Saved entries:
---------------
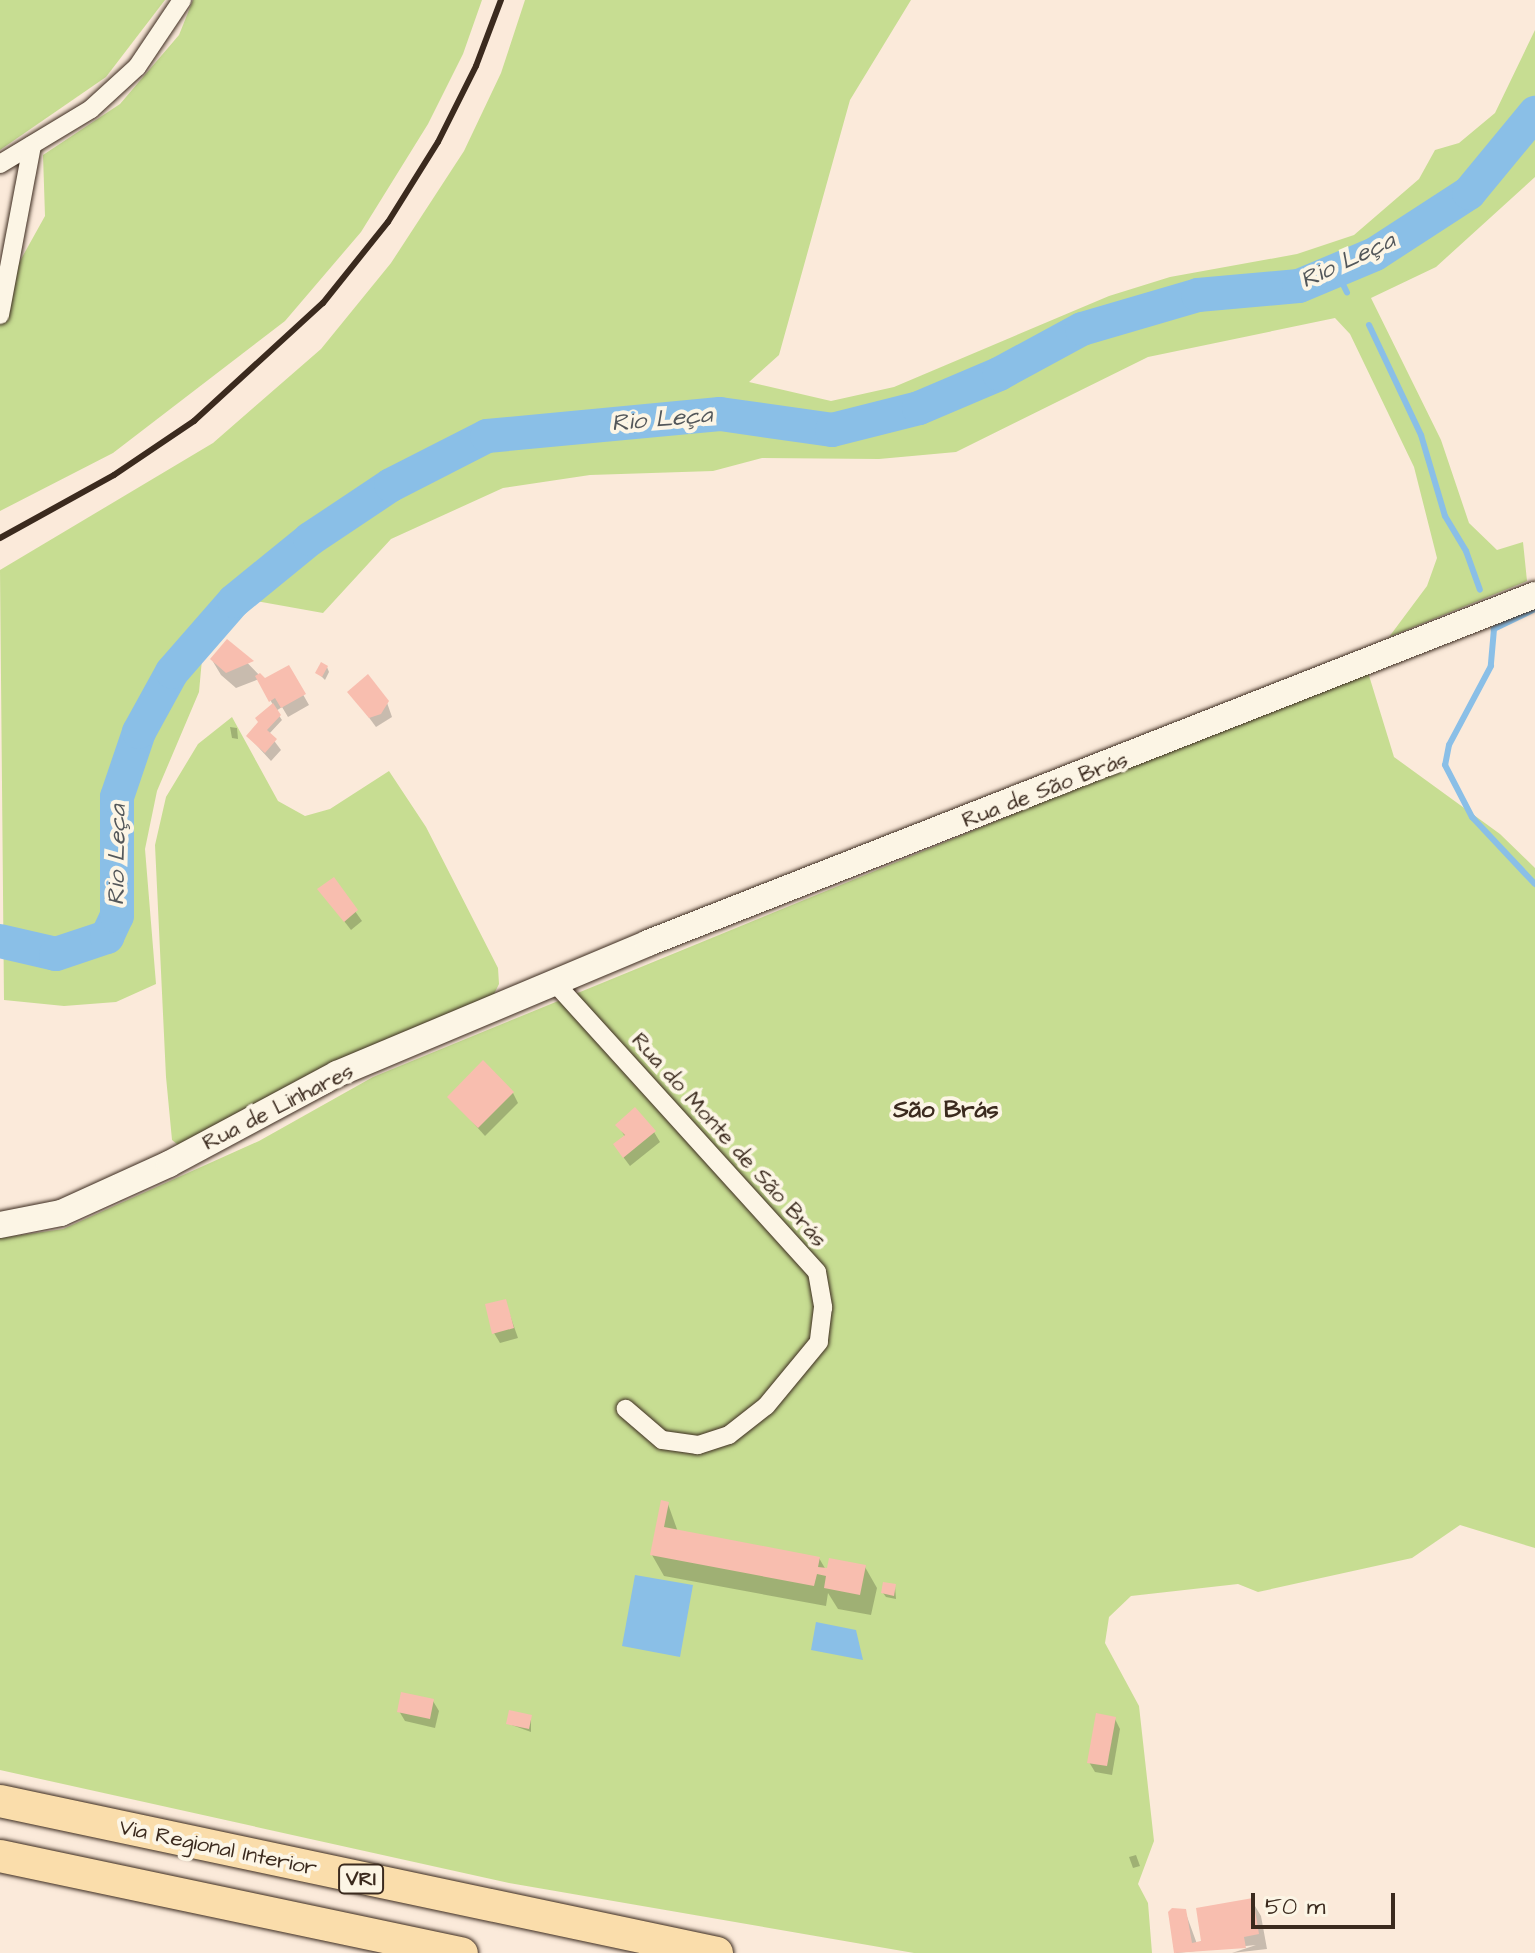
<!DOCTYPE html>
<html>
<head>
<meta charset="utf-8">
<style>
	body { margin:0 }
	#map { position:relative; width:1535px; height:1953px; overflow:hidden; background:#fbeada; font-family:"Architects Daughter",sans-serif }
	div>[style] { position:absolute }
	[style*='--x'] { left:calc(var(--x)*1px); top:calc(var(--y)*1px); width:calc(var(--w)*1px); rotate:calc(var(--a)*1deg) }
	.green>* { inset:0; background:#c7dd92 }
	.water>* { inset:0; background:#8abfe7 }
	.shadow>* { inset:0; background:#0003 }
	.stream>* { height:6px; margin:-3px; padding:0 3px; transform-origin:3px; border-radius:3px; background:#8abfe7 }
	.river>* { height:34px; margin:-17px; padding:0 17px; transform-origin:17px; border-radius:17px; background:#8abfe7 }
	.building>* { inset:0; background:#f8beaf }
	.roads { filter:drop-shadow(0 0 2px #3b2a1e) drop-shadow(0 0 2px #3b2a1e) }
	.street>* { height:18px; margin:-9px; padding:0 9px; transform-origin:9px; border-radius:9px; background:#fcf5e5 }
	.secondary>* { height:26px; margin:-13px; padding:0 13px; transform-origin:13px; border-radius:13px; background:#fcf5e5 }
	.highway>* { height:32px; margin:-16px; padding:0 16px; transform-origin:16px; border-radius:16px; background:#faddab }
	.rail>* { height:6px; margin:-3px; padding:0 3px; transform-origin:3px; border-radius:3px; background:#3b2a1e }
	span { translate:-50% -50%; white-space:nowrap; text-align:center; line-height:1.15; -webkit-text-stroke:8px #fcf5e5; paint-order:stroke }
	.shield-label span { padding:2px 6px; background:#fcf5e5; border:2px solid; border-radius:6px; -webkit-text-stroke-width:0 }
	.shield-label { font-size:20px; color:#3b2a1e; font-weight:700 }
	.street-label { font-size:22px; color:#3b2a1e }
	.water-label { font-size:24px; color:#53575a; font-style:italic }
	.neighbourhood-label { font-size:24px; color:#3b2a1e; font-weight:700 }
	.scale { position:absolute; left:1251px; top:1893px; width:144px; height:36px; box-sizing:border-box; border:4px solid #3b2a1e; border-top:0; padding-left:10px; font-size:24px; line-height:28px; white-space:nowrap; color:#3b2a1e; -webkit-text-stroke:6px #fcf5e5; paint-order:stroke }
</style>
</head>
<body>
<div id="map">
	<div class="green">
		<i style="clip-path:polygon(0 0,165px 0,106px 77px,0 150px)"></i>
		<i style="clip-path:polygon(193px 0,482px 0,463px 54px,428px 124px,361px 232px,285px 321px,113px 453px,0 511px,0 297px,45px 216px,43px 155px,120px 104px,179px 35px)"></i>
		<i style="clip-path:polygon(525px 0,911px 0,850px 100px,779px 355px,749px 382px,831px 401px,894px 387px,1109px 296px,1170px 277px,1297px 254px,1354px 235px,1419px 179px,1435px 150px,1459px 143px,1495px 113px,1535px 30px,1535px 177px,1436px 267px,1371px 298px,1441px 440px,1469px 523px,1497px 550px,1523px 542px,1527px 581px,1389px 637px,1427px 586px,1437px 558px,1414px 467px,1350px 334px,1335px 318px,1148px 357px,956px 452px,879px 459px,762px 458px,713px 471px,590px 475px,503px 488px,391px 539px,323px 613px,256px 601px,202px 659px,199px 692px,157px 791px,145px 849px,156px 984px,116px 1002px,64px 1006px,4px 1000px,0 570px,213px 443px,321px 349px,391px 263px,464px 151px,501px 73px)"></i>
		<i style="clip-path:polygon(1367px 669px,1394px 757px,1500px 834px,1535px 868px,1535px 1548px,1460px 1525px,1412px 1558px,1258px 1592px,1238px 1584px,1131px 1596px,1109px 1617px,1105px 1643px,1139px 1706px,1154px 1841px,1138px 1884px,1148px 1903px,1152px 1953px,914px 1953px,509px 1883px,0 1770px,0 1238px,63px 1229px,259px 1141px,373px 1077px)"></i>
		<i style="clip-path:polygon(232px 717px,278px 801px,305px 816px,330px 809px,389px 771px,426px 827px,498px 968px,499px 984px,493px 996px,313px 1076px,182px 1148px,172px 1140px,166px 1077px,155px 845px,166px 797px,198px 744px)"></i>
	</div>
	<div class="water">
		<i style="clip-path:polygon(635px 1575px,693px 1585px,680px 1657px,622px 1646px)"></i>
		<i style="clip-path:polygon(816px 1622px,856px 1630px,863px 1660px,811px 1650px)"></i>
	</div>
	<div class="shadow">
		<i style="clip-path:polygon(227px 642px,265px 681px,288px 668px,309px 705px,288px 717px,282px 707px,276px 711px,282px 720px,269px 734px,281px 750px,271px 761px,248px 736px,273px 705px,259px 679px,236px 688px,221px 675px,212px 660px)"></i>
		<i style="clip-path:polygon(327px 667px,329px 672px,325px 680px,318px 673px)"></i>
		<i style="clip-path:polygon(350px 692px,385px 697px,392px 717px,376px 727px)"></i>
		<i style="clip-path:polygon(230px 727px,237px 728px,238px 739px,232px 738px)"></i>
		<i style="clip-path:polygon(333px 880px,362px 921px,351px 930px,320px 890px)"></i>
		<i style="clip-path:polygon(513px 1093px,518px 1103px,485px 1136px,450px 1097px)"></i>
		<i style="clip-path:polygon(618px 1125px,654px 1132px,660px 1142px,630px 1166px,621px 1154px,625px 1137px)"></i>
		<i style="clip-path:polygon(505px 1301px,518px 1338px,500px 1343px,494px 1333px)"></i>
		<i style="clip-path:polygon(668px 1504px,678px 1532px,819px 1558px,826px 1570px,865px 1567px,877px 1588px,871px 1615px,838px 1609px,828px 1593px,826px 1606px,664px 1576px,652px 1555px)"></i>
		<i style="clip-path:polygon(895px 1586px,896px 1599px,886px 1597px,883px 1593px)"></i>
		<i style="clip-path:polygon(433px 1701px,439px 1711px,435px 1728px,405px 1721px,399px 1711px)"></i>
		<i style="clip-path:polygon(531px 1716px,531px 1732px,509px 1724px)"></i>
		<i style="clip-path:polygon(1115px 1719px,1120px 1729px,1112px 1775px,1095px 1772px,1089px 1762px)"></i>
		<i style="clip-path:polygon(1136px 1855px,1140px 1866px,1133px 1868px,1129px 1857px)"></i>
		<i style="clip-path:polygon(1252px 1901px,1261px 1916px,1267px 1949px,1232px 1953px,1256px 1945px,1176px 1953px,1170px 1913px,1185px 1911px,1197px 1944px)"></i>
	</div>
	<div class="stream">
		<i style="--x:1336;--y:270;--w:25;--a:64"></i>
		<i style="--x:1369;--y:325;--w:122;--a:64.7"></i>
		<i style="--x:1421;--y:435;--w:84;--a:73.5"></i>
		<i style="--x:1445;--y:516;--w:41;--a:59"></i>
		<i style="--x:1466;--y:551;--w:41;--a:70.3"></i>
		<i style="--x:1535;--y:609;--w:46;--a:154"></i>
		<i style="--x:1494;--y:629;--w:37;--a:95"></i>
		<i style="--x:1491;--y:666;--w:89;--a:118"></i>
		<i style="--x:1449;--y:745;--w:20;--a:101"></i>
		<i style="--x:1445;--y:765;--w:59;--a:62.6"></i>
		<i style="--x:1472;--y:817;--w:92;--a:46.8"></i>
	</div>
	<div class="river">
		<i style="--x:0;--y:941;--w:57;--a:13.1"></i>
		<i style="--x:56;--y:954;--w:54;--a:-18.4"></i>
		<i style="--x:107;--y:937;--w:23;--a:-65"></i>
		<i style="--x:117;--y:916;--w:119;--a:-90"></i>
		<i style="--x:117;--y:797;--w:69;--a:-71.3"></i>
		<i style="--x:139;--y:732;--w:68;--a:-61.2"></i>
		<i style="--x:172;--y:672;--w:94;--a:-48.9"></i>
		<i style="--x:234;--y:601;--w:98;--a:-39.2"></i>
		<i style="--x:310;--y:539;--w:97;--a:-33.7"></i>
		<i style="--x:391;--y:485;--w:108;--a:-27"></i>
		<i style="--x:487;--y:436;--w:234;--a:-5.4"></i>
		<i style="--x:720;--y:414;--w:113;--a:8.1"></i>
		<i style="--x:832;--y:430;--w:90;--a:-14.2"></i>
		<i style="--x:919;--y:408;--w:87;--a:-23"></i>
		<i style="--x:999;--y:374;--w:94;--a:-28.5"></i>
		<i style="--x:1082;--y:329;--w:121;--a:-16.3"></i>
		<i style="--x:1198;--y:295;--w:101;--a:-5.1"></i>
		<i style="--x:1299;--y:286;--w:82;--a:-22.8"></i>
		<i style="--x:1375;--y:254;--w:112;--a:-33"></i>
		<i style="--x:1469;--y:193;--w:104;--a:-50.5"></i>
	</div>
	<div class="building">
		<i style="clip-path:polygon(227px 639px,254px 661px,226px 673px,210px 659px)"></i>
		<i style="clip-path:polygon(321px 662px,328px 666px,322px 677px,315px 673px)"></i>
		<i style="clip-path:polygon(289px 665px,306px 694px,281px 708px,275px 698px,269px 702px,255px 676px,260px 673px,265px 678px)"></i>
		<i style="clip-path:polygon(368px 674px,389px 701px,381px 714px,369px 718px,347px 692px)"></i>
		<i style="clip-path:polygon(273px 703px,281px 715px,267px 730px,277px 739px,265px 753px,246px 736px,258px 722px,255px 718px)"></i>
		<i style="clip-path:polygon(334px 877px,358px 910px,344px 922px,317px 889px)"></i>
		<i style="clip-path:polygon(483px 1060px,514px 1092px,478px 1128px,447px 1097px)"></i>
		<i style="clip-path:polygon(635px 1107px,656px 1131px,623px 1158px,613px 1144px,625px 1135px,615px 1125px)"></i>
		<i style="clip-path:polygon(506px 1299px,514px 1328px,492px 1334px,485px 1304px)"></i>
		<i style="clip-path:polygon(661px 1500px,669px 1502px,664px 1527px,820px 1557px,818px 1567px,827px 1568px,829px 1558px,866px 1565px,860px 1595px,824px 1588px,826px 1576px,817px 1574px,814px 1586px,650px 1555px)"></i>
		<i style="clip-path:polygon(883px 1582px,896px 1584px,894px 1596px,881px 1593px)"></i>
		<i style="clip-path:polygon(401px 1692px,434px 1699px,430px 1719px,397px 1712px)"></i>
		<i style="clip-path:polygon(509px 1710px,532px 1715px,529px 1729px,506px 1724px)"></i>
		<i style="clip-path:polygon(1096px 1713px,1116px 1717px,1107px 1766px,1087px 1763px)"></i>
		<i style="clip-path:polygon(1253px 1898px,1259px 1934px,1244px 1937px,1246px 1948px,1174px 1953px,1168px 1912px,1172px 1908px,1186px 1909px,1192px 1943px,1201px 1941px,1196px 1908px)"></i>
	</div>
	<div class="roads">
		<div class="street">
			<i style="--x:0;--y:164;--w:106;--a:-31.1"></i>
			<i style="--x:91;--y:109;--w:62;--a:-42.4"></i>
			<i style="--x:137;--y:67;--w:81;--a:-56.1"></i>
			<i style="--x:0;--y:315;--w:173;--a:-79.3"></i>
			<i style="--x:555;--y:983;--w:390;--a:47.8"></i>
			<i style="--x:817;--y:1272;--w:36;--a:80"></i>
			<i style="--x:823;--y:1307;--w:35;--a:97"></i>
			<i style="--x:819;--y:1342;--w:83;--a:129.6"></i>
			<i style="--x:766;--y:1406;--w:47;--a:141.9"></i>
			<i style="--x:729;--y:1435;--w:33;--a:162"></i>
			<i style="--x:698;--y:1445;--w:36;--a:-172"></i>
			<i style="--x:662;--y:1440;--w:48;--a:-139.3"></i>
		</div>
		<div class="secondary">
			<i style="--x:0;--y:1225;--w:62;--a:-11.1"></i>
			<i style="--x:61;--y:1213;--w:119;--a:-24.4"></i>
			<i style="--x:169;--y:1164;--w:191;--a:-28.2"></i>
			<i style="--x:337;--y:1074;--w:337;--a:-22.8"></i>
			<i style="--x:648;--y:943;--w:953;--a:-21.42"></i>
		</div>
		<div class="highway">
			<i style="--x:0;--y:1801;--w:733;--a:11.97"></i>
			<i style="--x:0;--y:1856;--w:472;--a:11.9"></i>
		</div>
	</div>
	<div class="rail">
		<i style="--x:0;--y:538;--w:130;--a:-28.9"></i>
		<i style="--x:114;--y:475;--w:97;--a:-34"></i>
		<i style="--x:194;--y:421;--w:175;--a:-42.5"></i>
		<i style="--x:323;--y:303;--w:104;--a:-51.3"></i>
		<i style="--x:388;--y:222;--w:94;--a:-58"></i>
		<i style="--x:438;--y:142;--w:85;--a:-63.4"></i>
		<i style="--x:476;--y:66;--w:71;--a:-69.3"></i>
	</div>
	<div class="shield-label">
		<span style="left:361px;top:1879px">VRI</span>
	</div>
	<div class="street-label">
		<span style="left:1045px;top:790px;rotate:-21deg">Rua de São Brás</span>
		<span style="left:278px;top:1107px;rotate:-27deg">Rua de Linhares</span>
		<span style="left:729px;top:1140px;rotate:48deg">Rua do Monte de São Brás</span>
		<span style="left:218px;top:1848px;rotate:12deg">Via Regional Interior</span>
	</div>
	<div class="water-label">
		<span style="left:1348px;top:261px;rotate:-25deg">Rio Leça</span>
		<span style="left:662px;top:420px;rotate:-5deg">Rio Leça</span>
		<span style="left:118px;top:855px;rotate:-89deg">Rio Leça</span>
	</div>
	<div class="neighbourhood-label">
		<span style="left:946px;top:1111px">São Brás</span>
	</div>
	<div class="scale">50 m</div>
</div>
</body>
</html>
---------------
- To do
Locate the word "stream" in the entries, and copy every line where it is found.

- Written response
	.stream>* { height:6px; margin:-3px; padding:0 3px; transform-origin:3px; border-radius:3px; background:#8abfe7 }
	<div class="stream">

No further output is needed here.